Bewegen Hilft: Die Institutionen Todkranke bis zum Schluss begleiten

Kamp-Lintfort/Rheinberg · Das Hospiz Haus Sonnenschein kümmert sich um Todkanke. Auf den letzten Metern erleben sie, was vielen fehlt: dass jemand sie wirklich sieht.

 Beate Bergmann leitet das Haus Sonnenschein seit der Gründung im Jahr 2000. Der Kamp-Lintforter Verein "Ambulante Hospiz Arbeit" unterstützt das Rheinberger Hospiz.

Beate Bergmann leitet das Haus Sonnenschein seit der Gründung im Jahr 2000. Der Kamp-Lintforter Verein "Ambulante Hospiz Arbeit" unterstützt das Rheinberger Hospiz.

Foto: Armin Fischer

Hoffnung auf Heilung gibt es nicht mehr für die Menschen, die ins Rheinberger Hospiz Haus Sonnenschein verlegt werden - dafür aber Hoffnung darauf, dass hier ihre letzten Wünsche respektiert und ihre Schmerzen gelindert werden. "Zwei Dinge braucht, wer hier im Hospiz arbeitet: ein großes Maß an Empathie und ausreichend Morphium", sagt Beate Bergmann, die das Haus bereits seit Stunde eins im Januar 2000 leitet.

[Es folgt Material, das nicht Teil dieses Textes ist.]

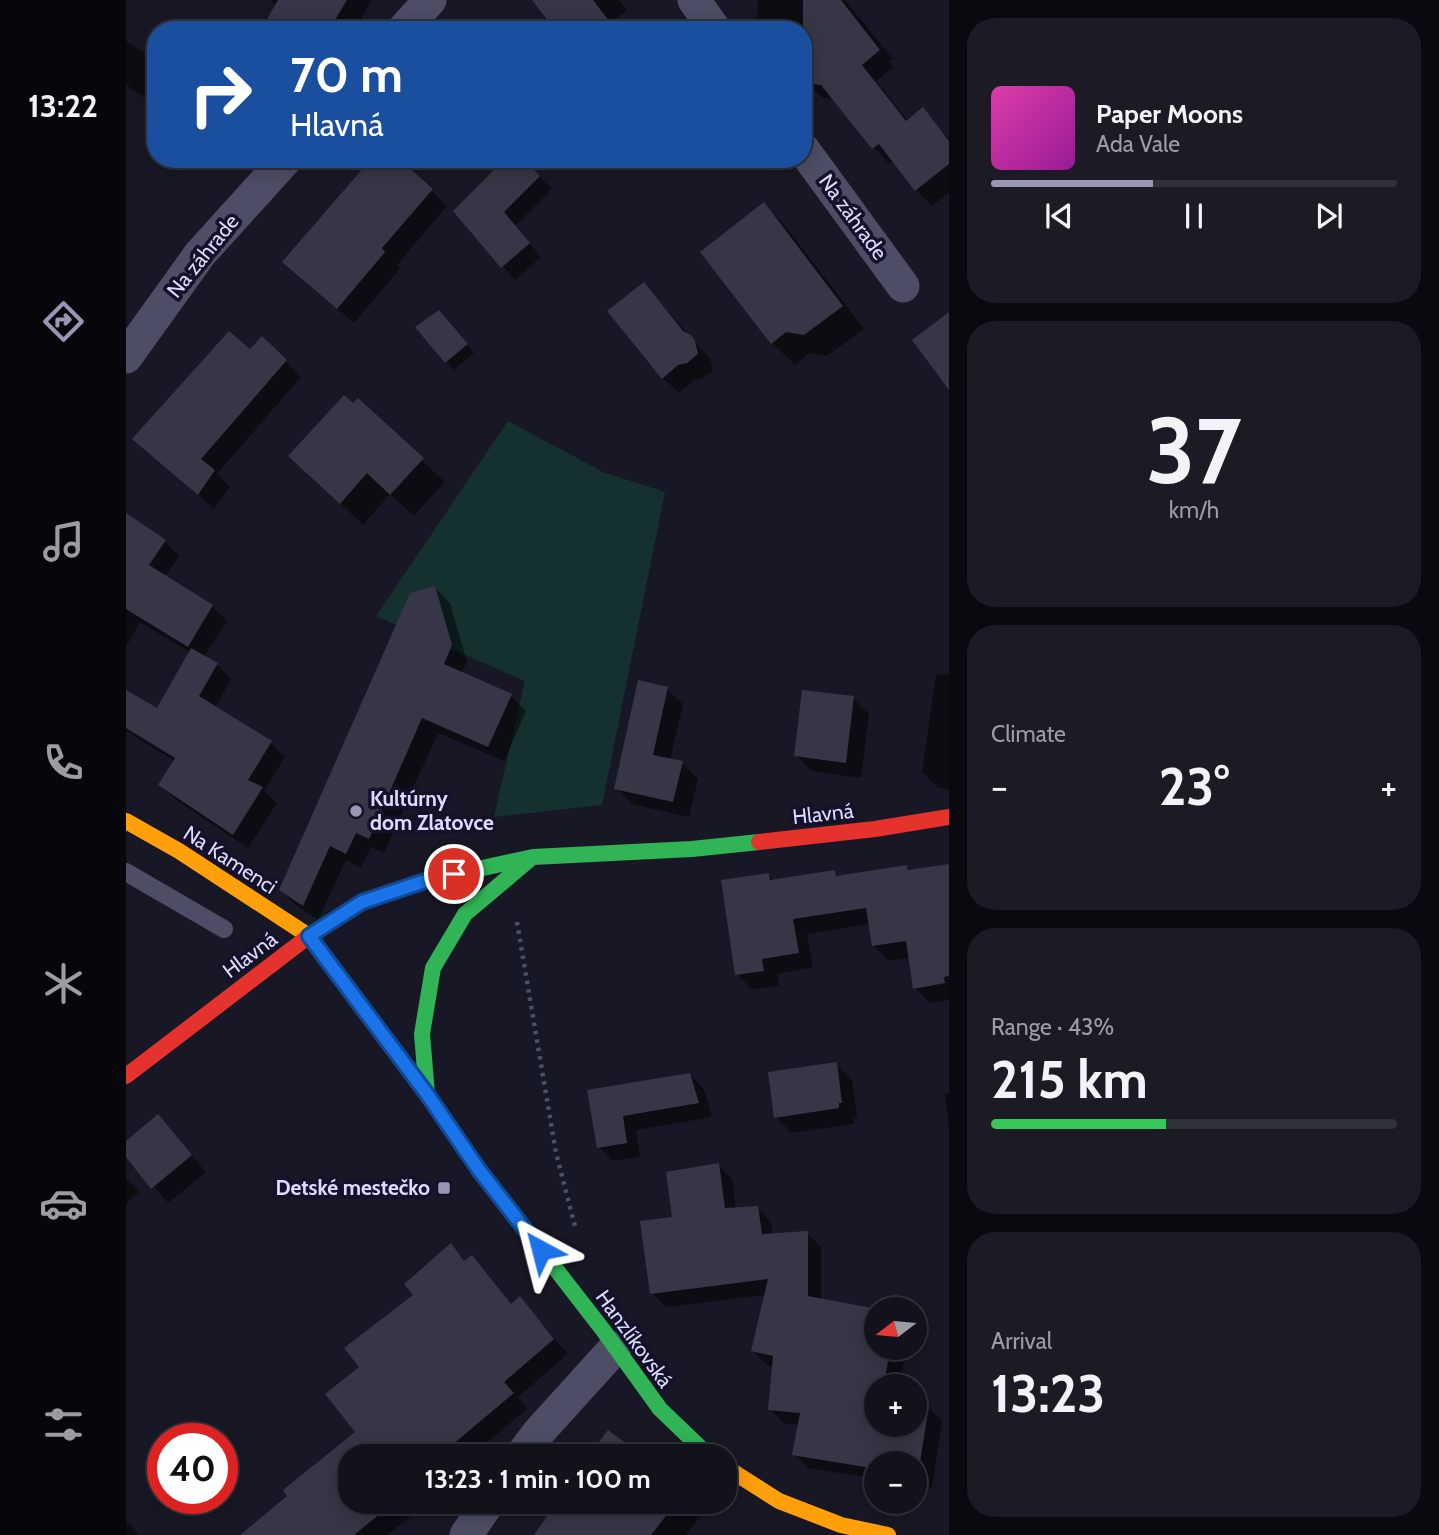 <!DOCTYPE html>
<html lang="en">
<head>
<meta charset="utf-8">
<style>
  body { margin:0; font-family:Cabin,sans-serif; background:#1b1a25; color:#f1f3f6; height:100vh; display:flex; flex-direction:column; font-size:26px; white-space:nowrap }
  * { box-sizing:border-box; margin:0 }
  p { font-size:23px; color:#9c9da3 }
  .icon { flex:none; width:38px; height:38px; fill:none; stroke:currentColor; stroke-width:2; stroke-linecap:round; stroke-linejoin:round }
  .map { position:relative; flex:1; overflow:hidden }
  .panel { display:flex; flex-direction:column; gap:18px; padding:18px; background:#0a090f; width:490px }
  .panel>* { flex:none }
  .guide { position:absolute; left:21px; top:21px; width:665px; height:147px; border-radius:28px; box-shadow:0 4px 18px #0003,0 0 0 2px #31313b; background:#1a4fa0; color:#fff; overflow:hidden }
  .needle { width:46px; rotate:254deg }
  .tools { position:absolute; left:738px; top:1297px; display:grid; gap:14px }
  .tools a { display:grid; place-items:center; width:63px; height:63px; border-radius:50%; background:#12111c; box-shadow:0 4px 18px #0003,0 0 0 2px #31313b; font-size:35px }
  .speed { position:absolute; left:21px; top:1423px; display:flex; gap:14px; font-size:35px; font-weight:700; text-align:center }
  .speed>* { display:grid; place-content:center; width:91px; height:91px; border-radius:50%; background:#12111c; box-shadow:0 4px 18px #0003,0 0 0 2px #31313b; line-height:1 }
  .speed .limit { border:10px solid #d22; background:#fff; color:#111 }
  .pin { position:absolute; display:grid; place-items:center; width:60px; height:60px; color:#fff; margin:-30px; border:4px solid #fff; border-radius:50%; box-shadow:0 2px 7px #0007 }
  .me { position:absolute; width:77px; margin:-38px; rotate:322deg; stroke-linejoin:round; filter:drop-shadow(0 0 5px #0008) }
  .turn { display:flex; align-items:center; gap:24px; height:147px; padding:0 28px; font-size:32px }
  .turn .icon { width:91px; height:91px; stroke-width:2.5 }
  .turn b { display:block; font-size:49px; line-height:60px }
  .big { font-size:52px; font-weight:700; line-height:1.1 }
  .panel .widget { flex:1; display:flex; flex-direction:column; justify-content:center; gap:10px; min-width:0; padding:0 24px; border-radius:28px; background:#1b1a25 }
  .panel .dial { align-items:center; gap:0 }
  .dial b { font-size:91px; line-height:1 }
  .song { display:flex; align-items:center; gap:21px }
  .cover { width:84px; height:84px; border-radius:10px; background:linear-gradient(135deg,hsl(320 70% 55%),hsl(300 70% 35%)) }
  .played { height:7px; border-radius:4px; background:linear-gradient(90deg,#9897b3 40%,#31313b 40%) }
  .keys { display:flex; justify-content:space-around; direction:ltr }
  .heat { display:flex; justify-content:space-between; align-items:center; font-size:38px; direction:ltr }
  .charge { height:10px; border-radius:5px; background:linear-gradient(90deg,#34c759 43%,#31313b 0) }
  .trip { position:absolute; left:212px; top:1444px; width:399px; height:70px; border-radius:28px; background:#12111c; box-shadow:0 4px 18px #0003,0 0 0 2px #31313b; font-weight:700; line-height:70px; text-align:center }
  main { display:flex; flex:1; min-height:0 }
  .dock { display:flex; flex-direction:column; width:126px; justify-content:space-around; align-items:center; background:#07070b; color:#9c9da3 }
  .dock .icon { width:49px; height:49px }
  .dock .current { color:#9897b3 }
  .dock b { font-size:32px; color:#f1f3f6 }
  .map>svg:first-child { display:block }
</style>
</head>
<body>
<main>
<nav class="dock">
<b>13:22</b>
<svg class="icon current" aria-label="directions" viewBox="0 0 24 24"><path d="M12 3l9 9-9 9-9-9zM9 14v-3h6M13 9l2 2-2 2"/></svg>
<svg class="icon" aria-label="music" viewBox="0 0 24 24"><path d="M9 18V5l10-2v13"/><circle cx="6" cy="18" r="3"/><circle cx="16" cy="16" r="3"/></svg>
<svg class="icon" aria-label="phone" viewBox="0 0 24 24"><path d="M5 4h4l2 5-3 2q2 4 5 5l2-3 5 2v4C11 20 4 13 5 4z"/></svg>
<svg class="icon" aria-label="climate" viewBox="0 0 24 24"><path d="M12 3v18M4 7l16 10M4 17L20 7"/></svg>
<svg class="icon" aria-label="car" viewBox="0 0 24 24"><path d="M5 17H2v-5l4-1 3-4h7l3 4 3 1v5h-3M9 17h6M6 11h13"/><circle cx="7" cy="17" r="2"/><circle cx="17" cy="17" r="2"/></svg>
<svg class="icon" aria-label="filters" viewBox="0 0 24 24"><path d="M4 7h16M4 17h16"/><circle cx="9" cy="7" r="2"/><circle cx="15" cy="17" r="2"/></svg>
</nav>
<div class="map">
<svg width="823" height="1535" viewBox="0 0 823 1535">
  <rect width="100%" height="100%" fill="#181725"/>
  <path fill="#15312f" d="M382 421 477 472 539 492 476 805 368 817 399 681 250 616Z"/>
  <path fill="#0007" d="M144 0H246L228 30H137L151 6Z
    M412 0H493L501 10 486 22 492 30H431Z
    M630 0H719L767 59 763 62 768 67 750 81 782 121 797 110 823 139V192L806 206 790 190 768 161 763 164 748 148 709 99 697 98 681 83 683 67 677 30H642L631 19 632 2Z
    M0 41 30 61V89L23 100 0 85Z
    M396 159 426 189 389 226 415 257 389 280 329 211Z
    M305 190 321 206 271 265 274 269 228 323 174 277Z
    M638 204 660 227 738 329 701 356 683 353 669 365 646 343Z
    M518 284 584 359 587 371 577 378 568 380 553 393 537 378Z
    M321 320 348 353 328 370 291 327Z
    M136 339 175 377 91 474 104 487 88 509 9 439 124 352Z
    M232 400 319 482 288 516 264 494 237 525 187 478Z
    M0 515 39 542 53 556 39 577 86 606 101 621 78 657 91 664 105 679 89 708 145 743 159 757 138 791 151 803 122 848 49 799 34 785 49 761 0 731V692L32 710 65 653 14 622 0 647Z
    M309 588 324 603 341 662 335 673 385 696 400 711 378 761 312 733 258 853 245 847 235 868 220 860 192 920 170 905 155 890Z
    M810 674 823 675V789L812 788 796 772Z
    M541 689 557 704 544 761 556 763 572 779 563 817 506 804 490 788Z
    M727 698 743 714 735 778 686 771 670 755Z
    M823 865V1000L804 1003 789 988 784 957 763 961 748 946 744 924 681 934 687 967 651 974 653 986 626 989 611 974 643 875 649 882 709 872 714 877 780 867 785 871Z
    M710 1064 726 1080 731 1118 727 1119 728 1124 666 1133 650 1117Z
    M564 1075 578 1089 586 1117 510 1130 514 1157 487 1161 473 1147 463 1091Z
    M823 1093V1128L819 1094Z
    M32 1116 80 1172 42 1203 0 1154V1144Z
    M592 1165 606 1179 610 1209 631 1208 645 1222 647 1235 681 1233 695 1247V1300L751 1348H766L778 1359 774 1386H751V1424H789L802 1407 816 1421 806 1488 789 1485V1463H751V1479L682 1468 668 1454 673 1425 658 1423 644 1409 648 1366 641 1365 627 1351 640 1295 540 1307 526 1293 548 1218Z
    M0 1178 13 1192 0 1204Z
    M325 1246 340 1262 345 1258 386 1305 394 1298 442 1354 392 1397 401 1409 345 1456H231L235 1367Z
    M224 1461V1502H303L261 1535H130Z
    M434 1502H571L579 1510 560 1535H410Z
    M0 1521 8 1529 13 1535H0Z"/>
  <path fill="#373646" d="M152 0H221L203 30H135Z
    M406 0H467L490 30H429Z
    M677 0H715L754 50 736 65 780 121 797 107 823 141V164L789 191 753 144 746 149 695 85 679 83 681 68 677 63Z
    M245 159H273L307 189 256 248 259 252 211 309 156 262Z
    M379 159H398L414 176 378 212 404 243 375 268 327 211Z
    M638 202 717 306 678 335 660 332 645 344 574 252Z
    M518 282 557 331 565 335 569 341 572 354 561 363 552 365 536 379 481 311Z
    M313 310 342 344 319 363 289 327Z
    M823 312V390L786 340Z
    M103 331 124 349 136 336 161 360 75 459 89 470 72 495 6 439Z
    M218 395 227 403 232 398 298 458 264 495 241 473 214 504 162 456Z
    M0 513 40 540 23 565 87 605 62 647 0 609Z
    M309 586 326 645 318 664 386 694 362 747 296 718 243 839 230 833 220 854 204 846 177 906 153 890 284 593Z
    M65 648 92 663 73 696 146 741 122 780 137 787 107 835 32 785 49 758 0 728V690L31 708Z
    M512 680 542 687 527 755 557 761 547 802 488 789Z
    M676 690 728 696 720 763 668 756Z
    M823 864V976L818 977 819 983 787 989 780 941 746 946 740 908 667 919 673 953 636 959 638 971 609 975 595 880 643 873 644 880 709 870 710 876 781 865 782 870Z
    M711 1062 716 1103H713V1108L648 1118 642 1072Z
    M564 1073 573 1103 497 1116 501 1143 471 1148 461 1090Z
    M32 1114 66 1155 25 1189 0 1157V1141Z
    M593 1163 599 1208 632 1206 636 1234 682 1231V1296L751 1309V1348H764L758 1386H751V1424H789V1403L803 1405 792 1475 789 1474V1463H751V1469L666 1455 674 1413 642 1410 647 1356 625 1351 642 1279 524 1294 514 1221 546 1217 540 1172Z
    M325 1243 338 1261 346 1255 385 1304 394 1296 428 1339 378 1382 388 1393 313 1456H219L224 1462V1502H256L261 1508 228 1535H114L161 1496 157 1490 229 1432 199 1394 233 1367 218 1348 287 1295 278 1284Z
    M482 1430 517 1456H462Z
    M431 1502H551L525 1535H408Z"/>
  <g fill="none" stroke-linecap="round" stroke-linejoin="round">
    <path stroke="#465361" stroke-width="4.5" stroke-dasharray="3.5 5" stroke-linecap="butt" d="M391 922 430 1153 450 1230"/>
    <path stroke="#4d4d65" stroke-width="18" d="M0 872 98 929"/>
    <path stroke="#4d4d65" stroke-width="33" d="M568 0 589 30
      M277 30 304 0
      M677 149 777 286
      M0 357 74 254 160 159
      M395 1456 412 1433 489 1348
      M340 1535 363 1502"/>
    <path stroke="#30b455" stroke-width="16" d="M208 920 236 902 302 880 407 857 566 849 633 842
      M297 1089 353 1170 477 1330 534 1409 583 1456
      M301 1094 296 1034 307 968 339 914 403 860"/>
    <path stroke="#ff9f0a" stroke-width="16" d="M0 821 53 851 183 936 297 1089
      M598 1466 653 1501 715 1525 762 1535"/>
    <path stroke="#e5322d" stroke-width="16" d="M633 842 749 829 823 817
      M0 1076 183 936 208 920"/>
  </g>
  <g fill="none" stroke-linecap="round" stroke-linejoin="round">
    <defs>
      <path id="route" d="M328 874 302 880 236 902 183 936 301 1094 353 1170 415 1250"/>
    </defs>
    <use href="#route" stroke="#114b97" stroke-width="18"/>
    <use href="#route" stroke="#1a73e8" stroke-width="12"/>
  </g>
  <g fill="#9897b3" stroke="#14112b" stroke-width="2.5">
    <circle cx="230" cy="811" r="7"/>
    <rect x="311" y="1181" width="14" height="14" rx="3.5"/>
  </g>
  <g text-anchor="middle" stroke-width="7" stroke-linejoin="round" paint-order="stroke">
    <g font-size="21" fill="#dddcff" stroke="#14112b">
      <text transform="translate(727 217) rotate(54)" y="7">Na záhrade</text>
      <text transform="translate(77 256) rotate(-51)" y="7">Na záhrade</text>
      <text transform="translate(697 814) rotate(-6)" y="7">Hlavná</text>
      <text transform="translate(104 860) rotate(33)" y="7">Na Kamenci</text>
      <text transform="translate(124 955) rotate(-37)" y="7">Hlavná</text>
      <text transform="translate(508 1339) rotate(54)" y="7">Hanzlíkovská</text>
    </g>
    <g font-size="21" font-weight="bold" fill="#dddcff" stroke="#14112b" text-anchor="start">
      <text x="244" y="806">Kultúrny<tspan x="244" dy="24">dom Zlatovce</tspan></text>
      <text x="304" y="1195" text-anchor="end">Detské mestečko</text>
    </g>
  </g>
</svg>
<div class="tools">
<a><svg class="needle" viewBox="-14 -14 28 28"><path d="M0-13l5 13h-10z" fill="#e53935"/><path d="M0 13l5-13h-10z" fill="#9c9da3"/></svg></a>
<a>+</a>
<a>−</a>
</div>
<div class="speed"><div class="limit">40</div></div>
<div class="pin" style="left:328px;top:874px;background:#d93025"><svg class="icon" aria-label="arrive" viewBox="0 0 24 24"><path d="M6 21V4h12l-3 4 3 4H6"/></svg></div>
<svg class="me" style="left:415px;top:1250px" viewBox="-20 -20 40 40"><path d="M0-17L14 15 0 8-14 15z" fill="#1a73e8" stroke="#fff" stroke-width="4"/></svg>
<div class="trip">13:23 · 1 min · 100 m</div>
<div class="guide">
<div class="turn"><svg class="icon" aria-label="right" viewBox="0 0 24 24"><path d="M7 20v-9h11M14 6l5 5-5 5"/></svg><div><b>70 m</b>Hlavná</div></div>
</div>
</div>
<section class="panel">
<div class="widget">
<div class="song"><i class="cover"></i><div><b>Paper Moons</b><p>Ada Vale</p></div></div>
<div class="played"></div>
<div class="keys"><svg class="icon" aria-label="previous" viewBox="0 0 24 24"><path d="M18 5L8 12l10 7zM5 5v14"/></svg><svg class="icon" aria-label="pause" viewBox="0 0 24 24"><path d="M8 5v14M16 5v14"/></svg><svg class="icon" aria-label="next" viewBox="0 0 24 24"><path d="M6 5l10 7-10 7zM19 5v14"/></svg></div>
</div>
<div class="widget dial"><b>37</b><p>km/h</p></div>
<div class="widget"><p>Climate</p>
<div class="heat"><a>−</a><b class="big">23°</b><a>+</a></div>
</div>
<div class="widget"><p>Range · 43%</p><b class="big">215 km</b><div class="charge"></div></div>
<div class="widget"><p>Arrival</p><b class="big">13:23</b></div>
</section>
</main>
</body>
</html>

Wer immer um 18 Uhr ein Glas Köpi getrunken hat, bekommt auch hier Köpi und kein Warsteiner. Die noch keine 50 Jahre alte Frau, deren Krebs unheilbar war, trank gern Hugo, als sie noch gesund war. "Und den hat sie auch hier weiter bekommen", sagt Bergmann. Erst im Glas, dann in der Schnabeltasse, danach mit Strohhalm. Zum Schluss, erzählt Bergmann, hätten ihr die Pfleger das Getränk in den Mund gesprüht. Angehörige von Menschen, die austherapiert sind und im Haus Sonnenschein ihre letzten Tage verbringen, sind den Hospiz-Mitarbeitern sehr dankbar, erzählt Bergmann.

Sie klingt dabei fast ein bisschen verwundert. Man mache hier doch nichts, außer die Wünsche der Kranken zu respektieren. Dabei ist das, was Bergmann da beschreibt, nicht wenig, sondern sehr viel: Die Mitarbeiter - allesamt Krankenpfleger, Kinderkrankenschwestern oder Altenpfleger - sehen die Patienten, die in den acht Betten des Hauses liegen. Sehen heißt: Sie nehmen sie wirklich wahr, mit ihren Ängsten und Schmerzen, aber auch mit Wünschen und Vorstellungen für die letzten Tage ihres Lebens.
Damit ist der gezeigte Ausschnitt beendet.